Tranquilos atrasos traduzem-me tremendo traidor;
Intrínseca e intermitente ingénua inocência;
Destrutivo e demente desinteresse derivado da dor;
Camuflada culpa que, calma, incapacita a clemência...
Proclamam estranha a minha serena exposição ao conflito?
Confesso-me desencorajado e indigente perante o desequilíbrio...
De ameaçador, tenho somente o discurso de inofensivo ludíbrio,
Esse, que agora, é cobarde e silencia o inconformado grito.
Manifestam-se numa magnitude madura e moderante,
Vulneráveis virtudes vacilando vaidosamente vãos vícios;
Ferozes e efémeros, fingindo-me fútil figurante;
Sincero servo submetido aos sisudos sacrifícios...
Denunciam preocupante a minha usual oscilação de humor?
Reconheço-me esmorecido e necessitado de maior coerência...
De previsível, possuo omissa credibilidade e imaculada consciência,
Essa, que agora, é dúbia e tenebrosa cúmplice do rumor.
Fricciono forçosamente fictícia ferida que me desfruta;
Denso e deambulatório delírio de domínio desigual;
Áspera armadilha amarga aprisiona-me astuta;
Excêntrica e exuberante extravagância existencial...
Presumem alarmista o meu temperamento impulsivo?
Permito-me até penoso na desconfortável tolerância...
De impetuoso, guardo sem esconder, cicatrizes da circunstância,
Outras que outrora, incrustadas, desvendaram-me implosivo.

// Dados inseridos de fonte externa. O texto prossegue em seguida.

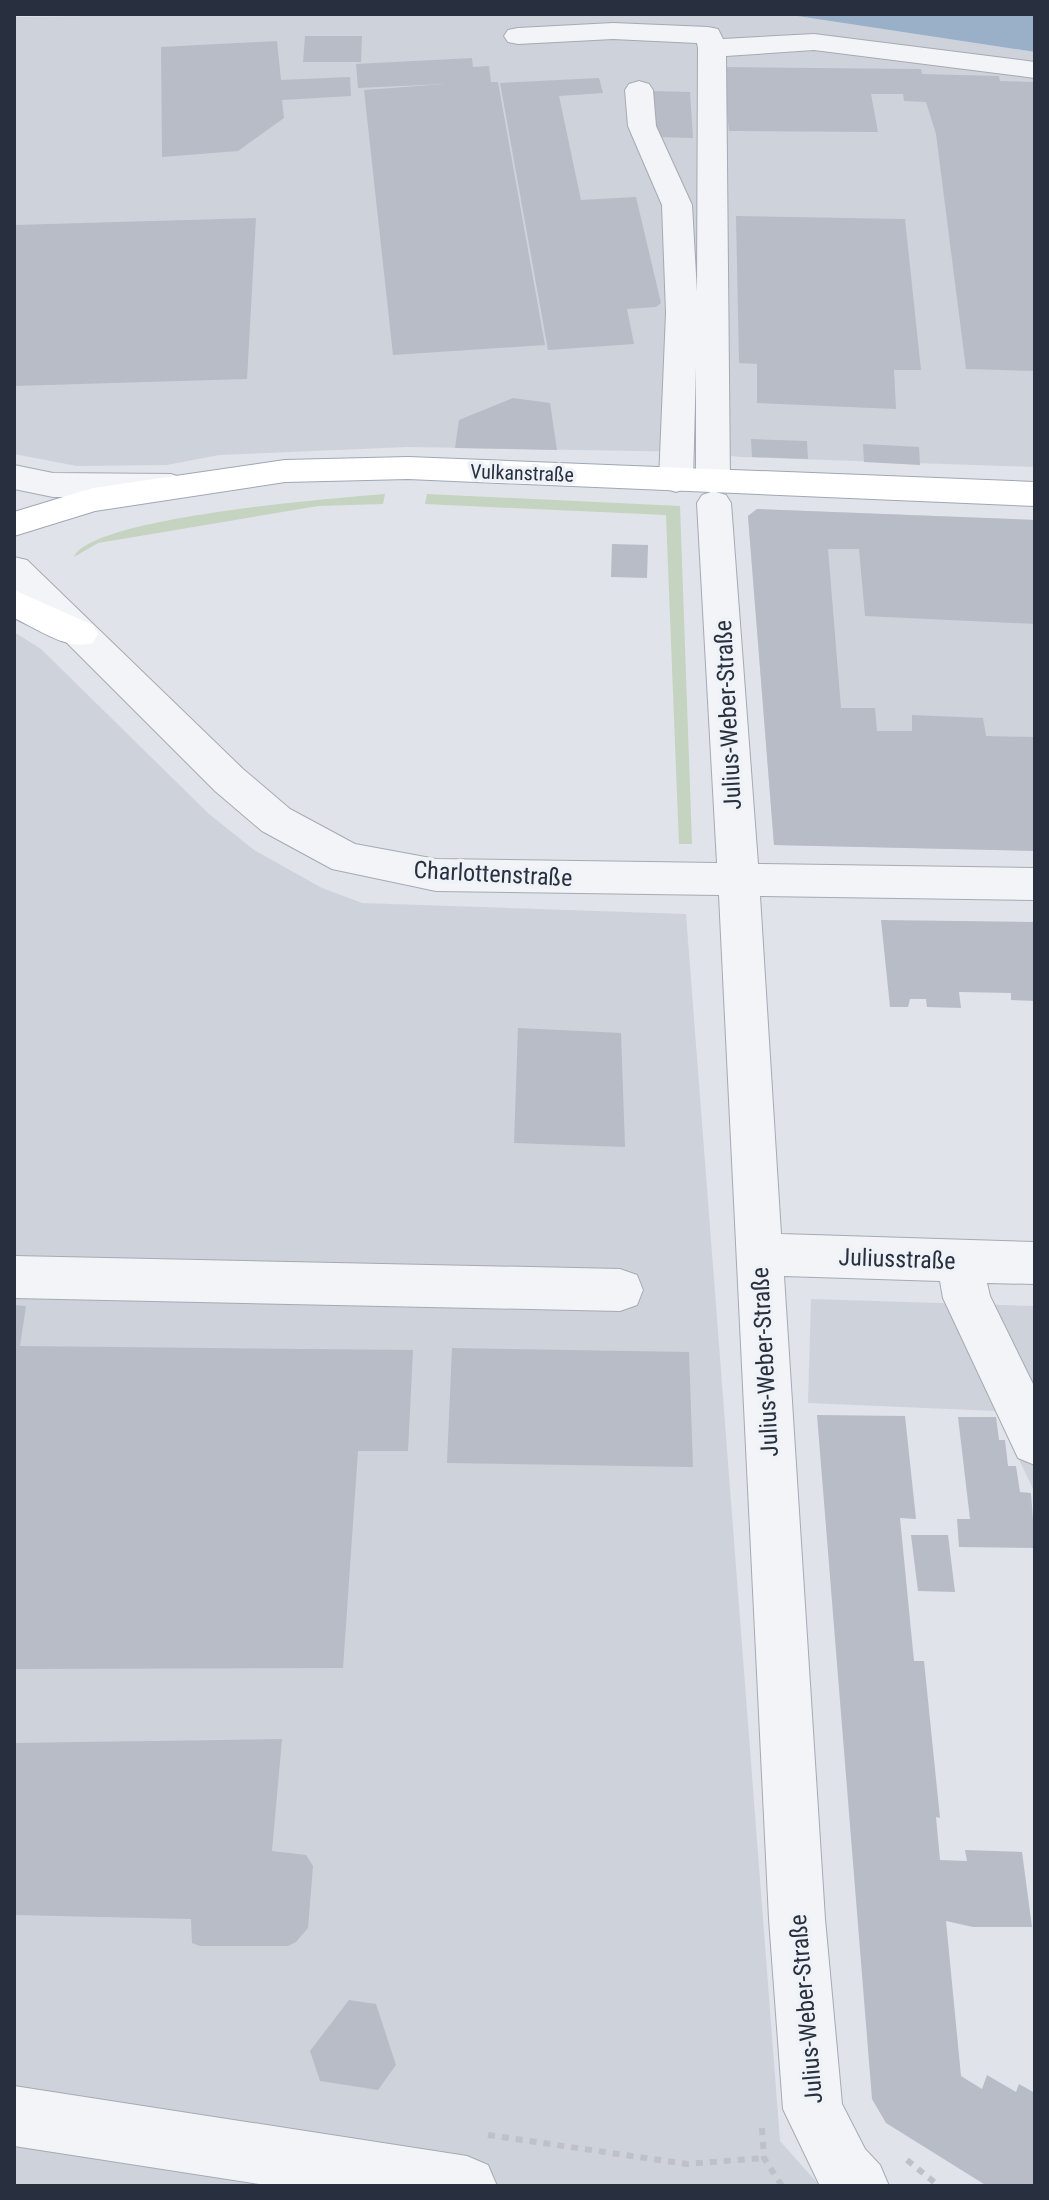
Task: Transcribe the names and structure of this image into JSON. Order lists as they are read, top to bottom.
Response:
{
  "streets": {
    "main road": ["Vulkanstraße"],
    "street": ["Julius-Weber-Straße", "Charlottenstraße", "Juliusstraße"]
  },
  "crossings": [
    ["Vulkanstraße", "Julius-Weber-Straße"],
    ["Julius-Weber-Straße", "Charlottenstraße"],
    ["Julius-Weber-Straße", "Juliusstraße"]
  ]
}
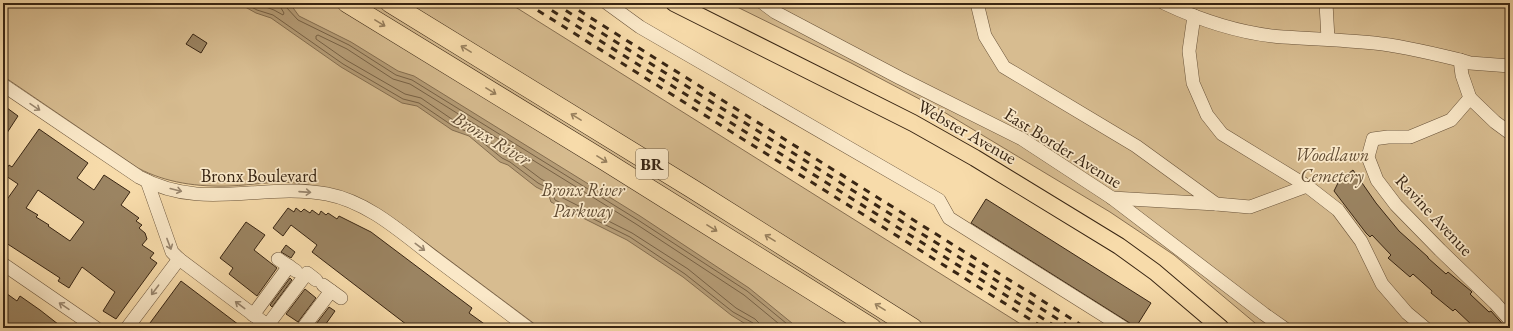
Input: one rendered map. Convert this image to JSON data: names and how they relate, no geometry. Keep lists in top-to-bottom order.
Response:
{
  "streets": {
    "highway": ["BR"],
    "main road": ["Webster Avenue"],
    "street": ["East Border Avenue", "Bronx Boulevard", "Ravine Avenue"]
  },
  "one_way": ["Bronx Boulevard"],
  "water": ["Bronx River"],
  "parks": ["Woodlawn Cemetery", "Bronx River Parkway"]
}
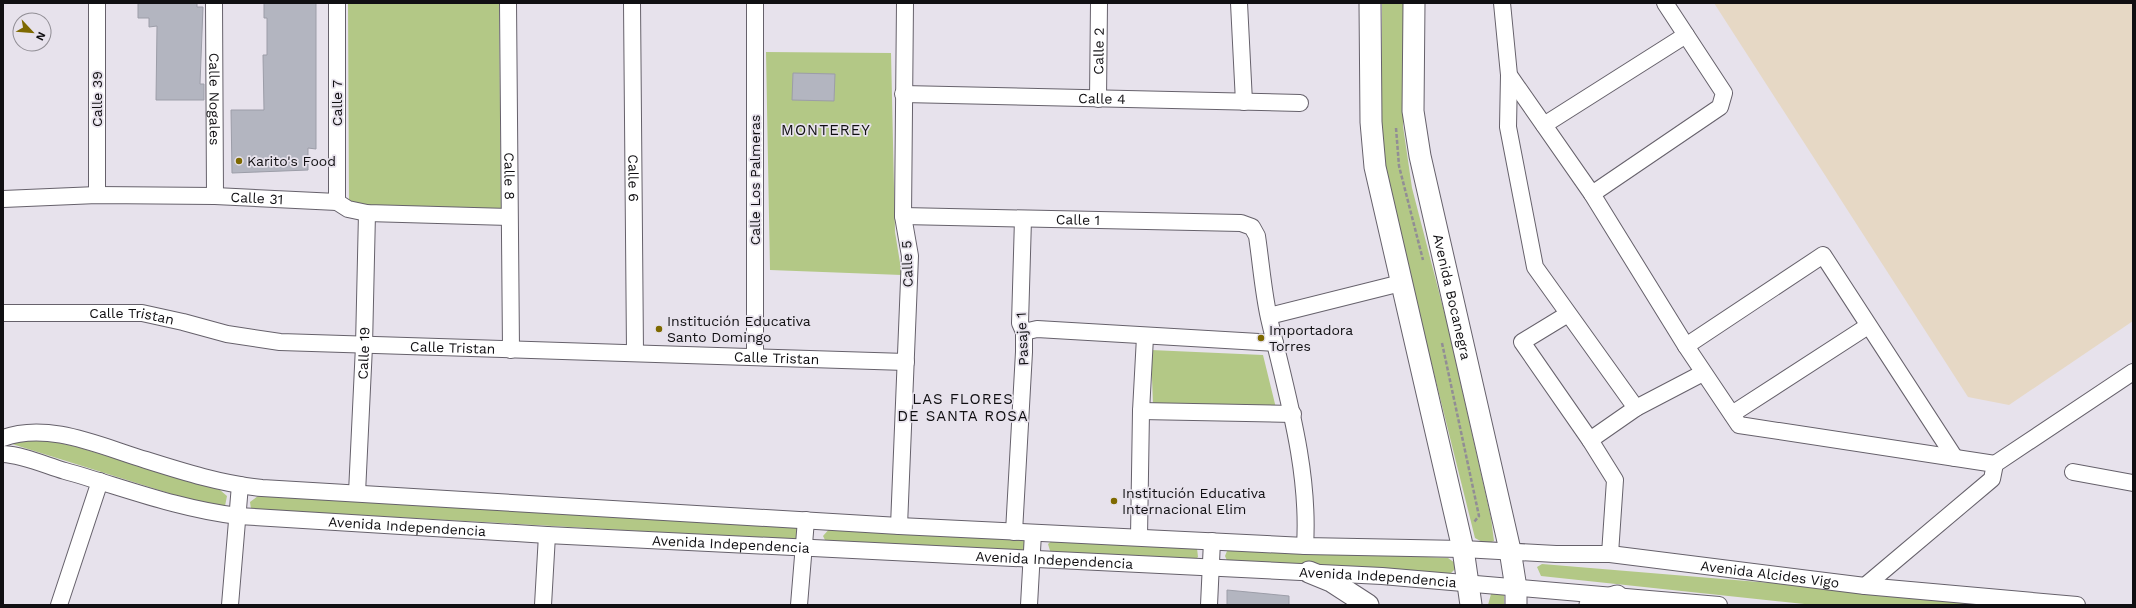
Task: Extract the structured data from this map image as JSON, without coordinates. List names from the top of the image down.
{
  "streets": {
    "main road": ["Avenida Bocanegra"],
    "street": [
      "Calle 2",
      "Calle 39",
      "Calle Nogales",
      "Calle 4",
      "Calle 7",
      "Calle 8",
      "Calle 6",
      "Calle Los Palmeras",
      "Calle 31",
      "Calle 1",
      "Calle 5",
      "Calle Tristan",
      "Pasaje 1",
      "Calle 19",
      "Avenida Independencia",
      "Avenida Alcides Vigo"
    ]
  },
  "crossings": [
    ["Calle 2", "Calle 4"],
    ["Calle 39", "Calle 31"],
    ["Calle Nogales", "Calle 31"],
    ["Calle 4", "Calle 5"],
    ["Calle 7", "Calle 31"],
    ["Calle 8", "Calle 31"],
    ["Calle 8", "Calle Tristan"],
    ["Calle 6", "Calle Tristan"],
    ["Calle Los Palmeras", "Calle Tristan"],
    ["Calle 31", "Calle 19"],
    ["Calle 1", "Calle 5"],
    ["Calle 1", "Pasaje 1"],
    ["Calle 5", "Calle Tristan"],
    ["Calle 5", "Avenida Independencia"],
    ["Avenida Bocanegra", "Avenida Alcides Vigo"],
    ["Calle Tristan", "Calle 19"],
    ["Pasaje 1", "Avenida Independencia"],
    ["Calle 19", "Avenida Independencia"],
    ["Avenida Independencia", "Avenida Alcides Vigo"]
  ],
  "districts": ["MONTEREY", "LAS FLORES DE SANTA ROSA"],
  "places": [
    "Karito's Food",
    "Institución Educativa Santo Domingo",
    "Importadora Torres",
    "Institución Educativa Internacional Elim"
  ],
  "north": "bottom right"
}
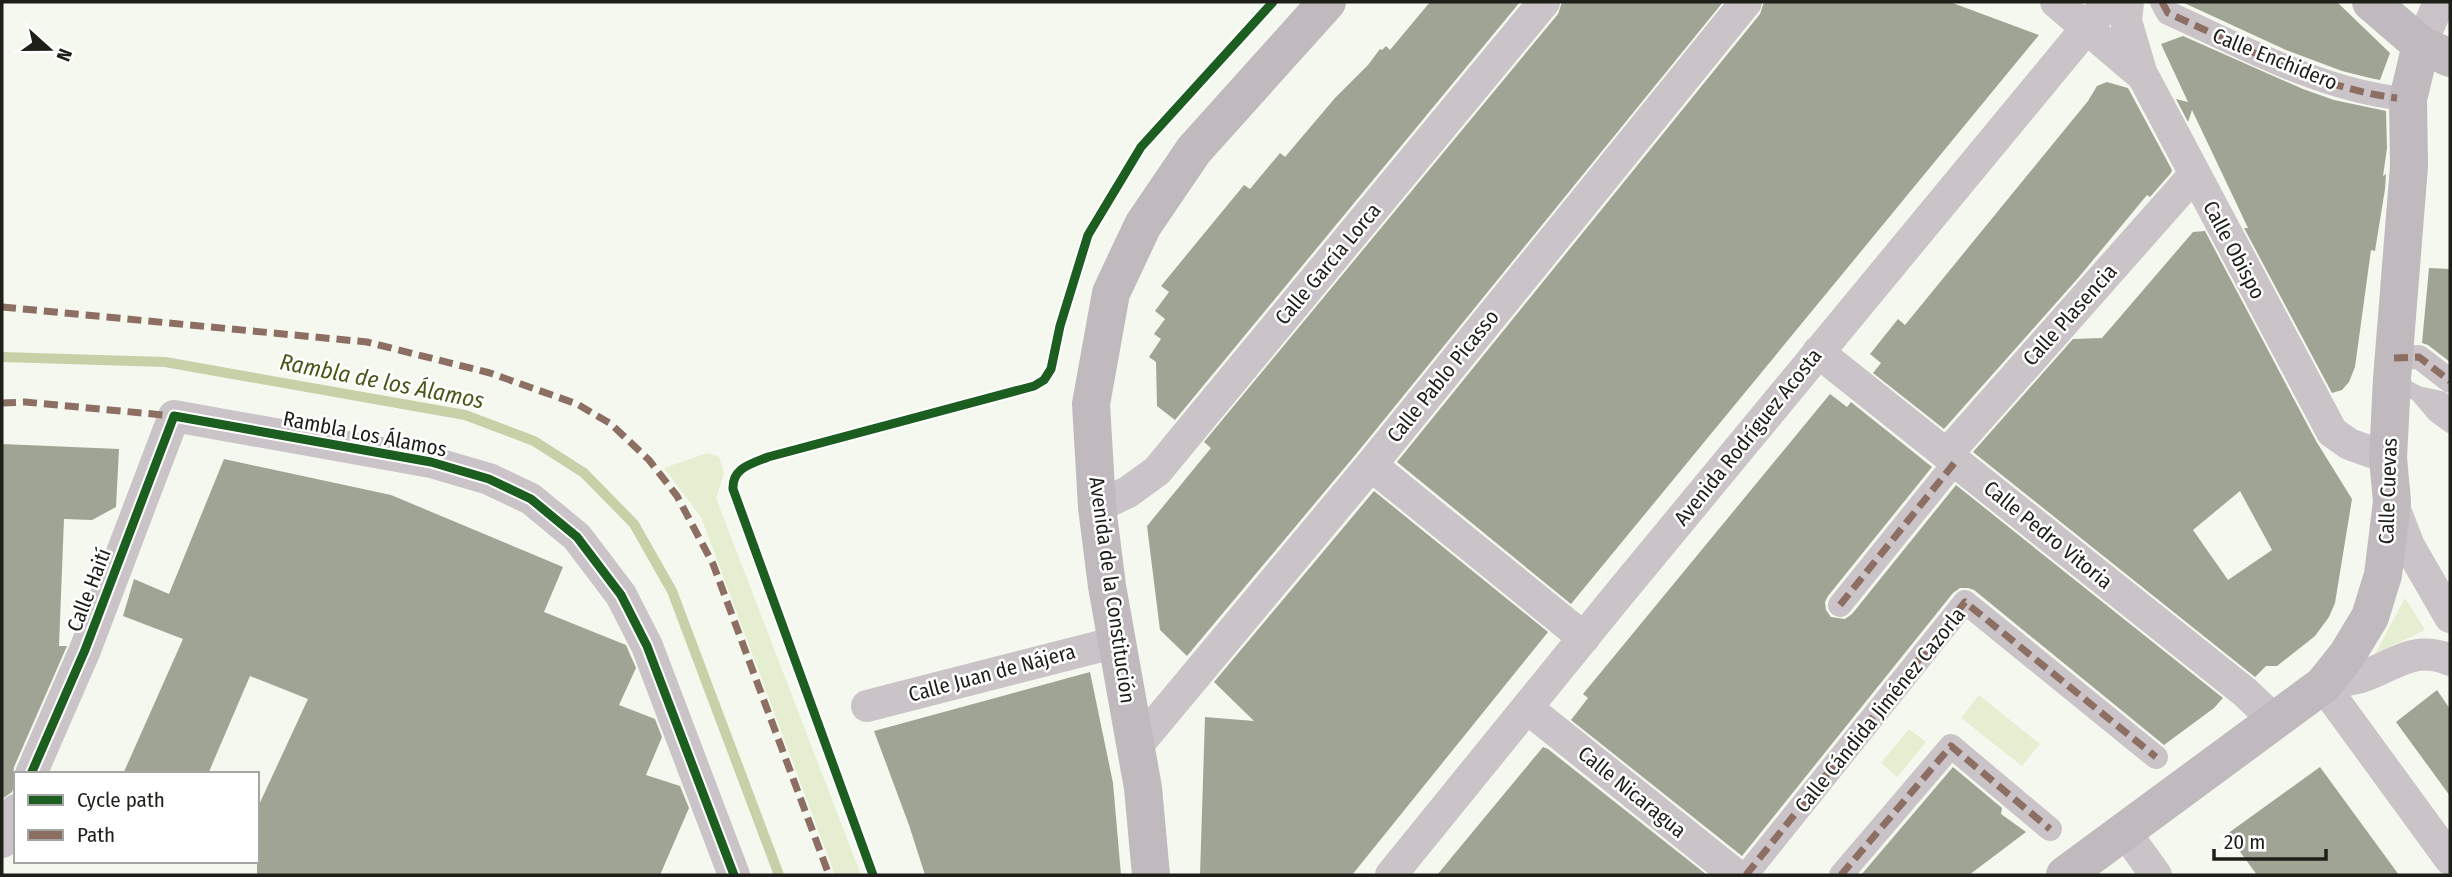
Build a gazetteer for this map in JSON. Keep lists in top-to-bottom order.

Suspiro sistémica e insistentemente saciando a serenidade;
Menosprezo múltiplas mutilações massivas sem manifesto;
Ridículo ritual de raiva e sua rude reciprocidade;
Poluída precipitação que prostitui a pureza do protesto...
Julgam-me demagogo ou misterioso erudito?
Sou uma moldura cuja tela permanece branca e vazia...
De relaxado, sereno, oscilante e impulsivo, tenho a poesia,
Essa que, desde sempre, banal, seduziu-me súbdito.
Flácida revolta que me abandona à mercê da sorte;
Robustos avisos que me despertam, denunciando o sucesso;
Têm razão, sou um irresponsável promotor da morte;
Apaixonei-me pelos amargos dissabores do saboroso excesso...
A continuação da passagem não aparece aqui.